再走山路
第二天早上,林暮云是被鸡叫醒的。
不是一只鸡,是一群鸡,此起彼伏地叫,像比赛似的。他睁开眼,发现自己睡在那张小床上,陆明川睡在旁边的地上,铺着一床褥子。
他愣了一下,才想起来自己在哪儿。
江西。石桥村。苏小雨家。
外面天已经亮了,阳光从门缝里透进来,在地上画出一条一条的光线。灶台那边有动静,是苏小雨在做早饭。
林暮云坐起来,穿好衣服,走到灶台边。
苏小雨正在煮粥,和昨晚一样的红薯粥。看见他,笑了笑:“醒了?”
“嗯。陆明川呢?”
“还睡。”苏小雨往地上看了一眼,“让他睡吧,昨晚他半夜都没睡着。”
林暮云愣了一下:“你怎么知道?”
苏小雨笑了:“我感觉得到。”
林暮云心里一动。他想起那些线,想起他每天晚上让那根白线变亮。苏小雨说的“感觉得到”,是不是就是那个?
他想问,但没问出口。
早饭还是红薯粥,加了点咸菜。吃完之后,苏小雨带他们去看山。
走出屋子,林暮云才看清这个村子。
很小,真的很小。几十户人家,稀稀落落地散在山坳里。房子都是土坯的,黑瓦屋顶,有些墙上有裂缝,用泥巴糊着。路是土路,坑坑洼洼的,前两天刚下过雨,还有些泥泞。

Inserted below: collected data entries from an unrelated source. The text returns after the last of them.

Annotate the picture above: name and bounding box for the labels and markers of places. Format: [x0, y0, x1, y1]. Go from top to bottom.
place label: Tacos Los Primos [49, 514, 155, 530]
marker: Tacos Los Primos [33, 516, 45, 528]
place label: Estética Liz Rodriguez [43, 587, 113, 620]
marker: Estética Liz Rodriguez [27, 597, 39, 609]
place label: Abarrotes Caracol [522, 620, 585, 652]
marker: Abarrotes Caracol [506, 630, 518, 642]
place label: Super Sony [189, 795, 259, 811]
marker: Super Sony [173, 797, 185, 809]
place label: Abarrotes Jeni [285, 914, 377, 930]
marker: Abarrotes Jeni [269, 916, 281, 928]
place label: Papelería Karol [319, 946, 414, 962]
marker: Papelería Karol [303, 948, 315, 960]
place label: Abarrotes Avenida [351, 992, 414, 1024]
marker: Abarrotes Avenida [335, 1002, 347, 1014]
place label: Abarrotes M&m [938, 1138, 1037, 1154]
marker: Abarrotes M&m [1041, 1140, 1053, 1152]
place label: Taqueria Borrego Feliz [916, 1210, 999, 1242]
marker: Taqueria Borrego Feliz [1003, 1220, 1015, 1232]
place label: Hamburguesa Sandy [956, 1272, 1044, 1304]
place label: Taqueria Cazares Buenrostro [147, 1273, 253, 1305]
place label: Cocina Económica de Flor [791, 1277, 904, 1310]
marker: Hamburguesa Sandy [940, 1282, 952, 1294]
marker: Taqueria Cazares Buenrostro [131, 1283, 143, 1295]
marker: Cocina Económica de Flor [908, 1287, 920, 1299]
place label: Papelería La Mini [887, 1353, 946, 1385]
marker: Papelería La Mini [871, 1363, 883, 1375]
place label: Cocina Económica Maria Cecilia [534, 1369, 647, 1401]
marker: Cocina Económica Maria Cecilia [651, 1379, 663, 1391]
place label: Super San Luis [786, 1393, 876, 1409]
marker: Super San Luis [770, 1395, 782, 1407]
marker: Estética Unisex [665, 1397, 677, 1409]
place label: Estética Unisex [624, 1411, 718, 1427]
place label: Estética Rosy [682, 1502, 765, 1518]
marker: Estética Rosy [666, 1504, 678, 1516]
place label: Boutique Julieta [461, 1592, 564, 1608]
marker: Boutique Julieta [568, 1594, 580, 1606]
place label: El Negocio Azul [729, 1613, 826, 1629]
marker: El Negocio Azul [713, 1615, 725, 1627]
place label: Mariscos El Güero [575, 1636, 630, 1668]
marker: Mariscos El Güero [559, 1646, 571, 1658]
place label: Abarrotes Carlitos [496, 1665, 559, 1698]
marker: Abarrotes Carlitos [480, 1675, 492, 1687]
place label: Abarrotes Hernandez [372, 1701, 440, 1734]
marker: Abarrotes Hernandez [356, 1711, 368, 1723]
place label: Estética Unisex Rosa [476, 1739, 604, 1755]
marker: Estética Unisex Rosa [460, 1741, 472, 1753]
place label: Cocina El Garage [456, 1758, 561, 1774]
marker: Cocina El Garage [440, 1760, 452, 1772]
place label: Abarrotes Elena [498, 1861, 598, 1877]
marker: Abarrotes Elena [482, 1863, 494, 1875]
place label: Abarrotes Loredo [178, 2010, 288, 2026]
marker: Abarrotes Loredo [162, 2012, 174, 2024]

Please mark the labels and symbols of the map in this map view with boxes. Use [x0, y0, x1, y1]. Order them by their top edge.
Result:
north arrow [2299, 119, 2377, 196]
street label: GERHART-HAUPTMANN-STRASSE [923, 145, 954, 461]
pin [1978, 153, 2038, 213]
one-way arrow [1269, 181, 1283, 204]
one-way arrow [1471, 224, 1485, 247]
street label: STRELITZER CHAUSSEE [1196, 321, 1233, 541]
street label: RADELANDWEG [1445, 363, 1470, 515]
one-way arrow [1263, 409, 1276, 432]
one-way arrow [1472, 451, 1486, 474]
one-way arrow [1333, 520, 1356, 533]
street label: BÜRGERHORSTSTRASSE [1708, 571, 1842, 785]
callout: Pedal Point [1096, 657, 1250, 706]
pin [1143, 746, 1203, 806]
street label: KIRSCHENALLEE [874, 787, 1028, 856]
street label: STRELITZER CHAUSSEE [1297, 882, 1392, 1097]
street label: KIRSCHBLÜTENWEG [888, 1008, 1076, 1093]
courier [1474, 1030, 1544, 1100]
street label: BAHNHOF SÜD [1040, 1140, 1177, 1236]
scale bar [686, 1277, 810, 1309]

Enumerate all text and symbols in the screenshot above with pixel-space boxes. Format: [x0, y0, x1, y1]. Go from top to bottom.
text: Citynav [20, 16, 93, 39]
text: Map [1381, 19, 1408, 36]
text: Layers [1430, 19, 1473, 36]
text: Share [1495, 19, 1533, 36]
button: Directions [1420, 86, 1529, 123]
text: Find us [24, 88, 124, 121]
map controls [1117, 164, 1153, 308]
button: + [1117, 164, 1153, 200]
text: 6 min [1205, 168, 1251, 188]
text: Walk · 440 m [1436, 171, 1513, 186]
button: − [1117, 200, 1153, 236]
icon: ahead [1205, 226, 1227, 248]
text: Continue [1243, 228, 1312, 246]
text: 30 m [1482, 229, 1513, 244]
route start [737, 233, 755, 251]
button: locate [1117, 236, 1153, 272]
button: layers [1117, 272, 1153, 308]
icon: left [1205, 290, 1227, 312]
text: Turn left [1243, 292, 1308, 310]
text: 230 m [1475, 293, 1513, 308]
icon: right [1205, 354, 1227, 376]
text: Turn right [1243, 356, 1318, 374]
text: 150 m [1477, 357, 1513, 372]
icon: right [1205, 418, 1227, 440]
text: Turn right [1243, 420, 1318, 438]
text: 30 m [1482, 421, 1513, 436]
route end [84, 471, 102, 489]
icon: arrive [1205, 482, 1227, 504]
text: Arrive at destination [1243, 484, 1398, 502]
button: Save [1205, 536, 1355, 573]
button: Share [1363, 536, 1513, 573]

远处是山,很高很高的山。一层一层的,往远处延伸,直到看不见的地方。山上长满了树,冬天叶子落了大半,露出灰褐色的枝干。有些地方有梯田,一层一层的,像楼梯一样,从山脚一直盘到山腰。
苏小雨走在前面,给他们指:“那座最高的,叫大帽山。翻过去就是另一个县。那座矮一点的,叫馒头山,因为长得像馒头。小芳家就在那座山下。”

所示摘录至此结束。